Portugal viveu, assim, com o seu quadro estratégico marcado pela sombra constrangente da questão colonial e, por um conjunto de razões cumulativas, foi historicamente perdendo a possibilidade de impor a evolução dessas mesmas colónias como um instrumento decisivo da sua própria projecção internacional, como outros colonizadores souberam fazer em tempo oportuno.

Esta circunstância agravou-se, naturalmente, com a incapacidade revelada pelo regime anterior de se ligar a um processo de transição que, de alguma forma, salvaguardasse uma significativa influência de Portugal junto dos novos países saídos da sua tutela colonial. Os conflitos militares entretanto gerados, e a circunstância dos movimentos independentistas terem acabado por mobilizar em seu favor significativas faixas internacionais de opinião, que contribuíram para o crescente isolamento do país, trouxeram mesmo um custo político acrescido no plano bilateral e multilateral que condicionou decisivamente todo o quadro da actividade diplomática portuguesa.

Esta referência à dimensão colonial parece-me importante para explicar um pouco o que se lhe seguiu e o modo como o fim desse ciclo fixou novos elementos ao quadro de prioridades internacionais do nosso país. Na realidade, é como sucedâneo deste enquadramento nada favorável que, após a Revolução de 1974, vemos a acção externa portuguesa a sofrer uma rápida reconversão, muitas das vezes quase que inflectindo caricaturalmente o anterior estado de coisas - como se viu em algum afã nas relações com os países do Centro e Leste europeu, com os países africanos e com o mundo árabe, para além de um certo deslumbramento no plano multilateral, em especial no quadro das Nações Unidas.

Nesse primeiro tempo, Portugal procurou colmatar o tempo perdido junto de áreas do mundo de que se alienara com a imagem colonial mais recente.

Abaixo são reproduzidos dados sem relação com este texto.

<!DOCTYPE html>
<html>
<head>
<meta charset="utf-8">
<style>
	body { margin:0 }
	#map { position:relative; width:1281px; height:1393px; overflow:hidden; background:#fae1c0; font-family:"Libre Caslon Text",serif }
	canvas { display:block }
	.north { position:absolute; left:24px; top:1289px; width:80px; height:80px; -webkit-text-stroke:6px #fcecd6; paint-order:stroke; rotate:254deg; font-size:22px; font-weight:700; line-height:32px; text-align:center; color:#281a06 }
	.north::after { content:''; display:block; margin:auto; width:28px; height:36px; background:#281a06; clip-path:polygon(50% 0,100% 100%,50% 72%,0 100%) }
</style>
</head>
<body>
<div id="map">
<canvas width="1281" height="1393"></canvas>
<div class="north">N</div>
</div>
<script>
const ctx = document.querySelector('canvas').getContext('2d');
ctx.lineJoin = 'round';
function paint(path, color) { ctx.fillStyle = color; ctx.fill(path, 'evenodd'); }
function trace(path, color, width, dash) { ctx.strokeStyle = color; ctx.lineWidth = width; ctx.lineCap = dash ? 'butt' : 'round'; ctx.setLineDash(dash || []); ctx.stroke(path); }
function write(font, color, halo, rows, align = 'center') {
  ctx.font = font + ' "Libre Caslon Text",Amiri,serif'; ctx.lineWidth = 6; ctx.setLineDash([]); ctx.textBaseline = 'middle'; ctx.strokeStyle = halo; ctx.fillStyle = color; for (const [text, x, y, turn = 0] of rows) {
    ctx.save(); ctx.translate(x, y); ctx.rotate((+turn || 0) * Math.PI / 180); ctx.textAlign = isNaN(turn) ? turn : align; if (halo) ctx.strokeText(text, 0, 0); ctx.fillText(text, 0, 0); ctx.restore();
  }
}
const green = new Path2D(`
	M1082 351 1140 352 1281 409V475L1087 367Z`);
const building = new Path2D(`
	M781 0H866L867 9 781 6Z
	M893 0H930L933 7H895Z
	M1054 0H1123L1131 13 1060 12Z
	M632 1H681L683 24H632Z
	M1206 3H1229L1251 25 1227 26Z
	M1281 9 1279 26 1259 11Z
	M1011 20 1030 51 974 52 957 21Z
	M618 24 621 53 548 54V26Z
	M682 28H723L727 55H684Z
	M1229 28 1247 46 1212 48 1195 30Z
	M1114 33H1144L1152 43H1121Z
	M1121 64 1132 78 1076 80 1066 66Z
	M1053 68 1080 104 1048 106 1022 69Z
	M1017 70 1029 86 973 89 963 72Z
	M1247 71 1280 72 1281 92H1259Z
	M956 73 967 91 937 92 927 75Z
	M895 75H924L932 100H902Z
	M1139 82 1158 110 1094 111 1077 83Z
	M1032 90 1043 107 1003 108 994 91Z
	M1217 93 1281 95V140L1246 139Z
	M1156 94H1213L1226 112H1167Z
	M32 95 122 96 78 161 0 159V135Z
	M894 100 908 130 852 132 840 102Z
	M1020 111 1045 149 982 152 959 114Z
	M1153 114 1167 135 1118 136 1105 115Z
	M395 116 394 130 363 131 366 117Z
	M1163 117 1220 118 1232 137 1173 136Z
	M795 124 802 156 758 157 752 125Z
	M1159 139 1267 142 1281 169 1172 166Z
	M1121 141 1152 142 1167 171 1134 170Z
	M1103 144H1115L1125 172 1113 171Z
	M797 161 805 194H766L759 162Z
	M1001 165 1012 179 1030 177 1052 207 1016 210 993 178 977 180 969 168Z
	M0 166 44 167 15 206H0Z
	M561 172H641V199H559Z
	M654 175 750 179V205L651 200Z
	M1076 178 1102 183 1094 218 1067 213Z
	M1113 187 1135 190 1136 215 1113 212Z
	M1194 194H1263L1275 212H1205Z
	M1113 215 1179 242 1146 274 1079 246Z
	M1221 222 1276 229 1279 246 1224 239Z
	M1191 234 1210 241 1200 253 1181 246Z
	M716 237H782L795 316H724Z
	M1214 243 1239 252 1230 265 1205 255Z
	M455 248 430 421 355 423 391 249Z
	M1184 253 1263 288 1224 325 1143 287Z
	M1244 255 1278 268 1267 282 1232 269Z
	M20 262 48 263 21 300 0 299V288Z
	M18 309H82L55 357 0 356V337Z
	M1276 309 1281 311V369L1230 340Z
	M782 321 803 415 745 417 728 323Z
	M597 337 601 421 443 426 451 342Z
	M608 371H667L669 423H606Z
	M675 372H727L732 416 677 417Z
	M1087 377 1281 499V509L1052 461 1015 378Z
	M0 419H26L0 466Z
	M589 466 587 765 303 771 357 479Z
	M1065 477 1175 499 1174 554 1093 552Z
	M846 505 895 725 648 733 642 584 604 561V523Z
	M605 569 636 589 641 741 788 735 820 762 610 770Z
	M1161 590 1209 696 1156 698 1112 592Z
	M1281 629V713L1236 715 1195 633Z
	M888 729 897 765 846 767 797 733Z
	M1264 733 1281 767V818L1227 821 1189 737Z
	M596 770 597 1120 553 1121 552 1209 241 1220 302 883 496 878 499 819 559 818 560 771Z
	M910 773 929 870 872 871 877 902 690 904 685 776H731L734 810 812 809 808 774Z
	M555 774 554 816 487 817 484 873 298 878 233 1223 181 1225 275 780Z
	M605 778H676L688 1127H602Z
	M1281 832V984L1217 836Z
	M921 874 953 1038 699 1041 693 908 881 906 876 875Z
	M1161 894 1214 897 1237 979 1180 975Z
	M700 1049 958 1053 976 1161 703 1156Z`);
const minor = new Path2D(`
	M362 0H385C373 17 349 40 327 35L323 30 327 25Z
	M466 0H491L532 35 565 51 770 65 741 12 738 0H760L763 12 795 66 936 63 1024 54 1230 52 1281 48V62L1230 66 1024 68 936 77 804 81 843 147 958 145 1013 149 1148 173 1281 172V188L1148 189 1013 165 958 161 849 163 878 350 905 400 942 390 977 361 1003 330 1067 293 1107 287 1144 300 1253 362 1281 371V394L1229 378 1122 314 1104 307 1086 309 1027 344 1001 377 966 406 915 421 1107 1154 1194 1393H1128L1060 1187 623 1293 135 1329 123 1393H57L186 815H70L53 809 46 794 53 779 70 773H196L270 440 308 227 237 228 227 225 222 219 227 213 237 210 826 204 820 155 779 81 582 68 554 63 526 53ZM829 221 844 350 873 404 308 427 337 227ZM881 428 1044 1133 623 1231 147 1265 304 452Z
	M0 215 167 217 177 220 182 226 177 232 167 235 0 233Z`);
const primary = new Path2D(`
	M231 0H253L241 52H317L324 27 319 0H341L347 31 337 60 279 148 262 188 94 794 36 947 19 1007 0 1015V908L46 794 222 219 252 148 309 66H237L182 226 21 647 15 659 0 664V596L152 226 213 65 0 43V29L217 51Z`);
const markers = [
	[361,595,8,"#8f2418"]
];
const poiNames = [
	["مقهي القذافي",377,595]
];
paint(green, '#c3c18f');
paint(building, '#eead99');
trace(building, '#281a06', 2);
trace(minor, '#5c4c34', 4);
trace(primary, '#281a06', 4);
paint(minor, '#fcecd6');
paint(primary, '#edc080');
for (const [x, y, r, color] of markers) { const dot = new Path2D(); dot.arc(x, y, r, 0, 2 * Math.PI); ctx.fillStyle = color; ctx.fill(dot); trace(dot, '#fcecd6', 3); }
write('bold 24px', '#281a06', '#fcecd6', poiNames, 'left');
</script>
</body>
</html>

O êxito desse empreendimento foi, curiosamente, bastante maior junto do resto do mundo do que o que iria ter, durante alguns anos, junto das próprias antigas colónias, com algumas das quais a normalização no relacionamento se processou através de crises prolongadas, embora naturais.

Ao tempo, a diplomacia portuguesa tentou gizar uma nova rede de cooperação económica e de entendimento político, estimulada pela boa vontade internacional que o novo regime granjeara, em especial com a disponibilidade descolonizadora da Revolução. Algum voluntarismo ideológico procurou mesmo recentrar os eixos tradicionais de afirmação estratégica do país, numa linha “middle of the road” no quadro internacional, que, sem alienar formalmente os laços ocidentais, situasse o “novo” Portugal num terreno de entendimento, e mesmo de alguma cumplicidade operativa, com países situados fora desse enquadramento. Foi o tempo da deriva dita “terceiro-mundista” que marcou um período importante após 1974.

Sucedendo temporalmente a esse movimento, e como fruto da esperança posta pelo mundo ocidental na estabilização democrática do país e nas possibilidades da sua ancoragem a um modelo aberto de sociedade, veio a estabelecer-se uma crescente aproximação ou reaproximação aos Estados europeus, numa linha evolutiva que prolongou o percurso que já havia levado Portugal à EFTA e que, nas novas condições, pode entender-se como tendo estado na origem do subsequente processo de adesão à então CEE.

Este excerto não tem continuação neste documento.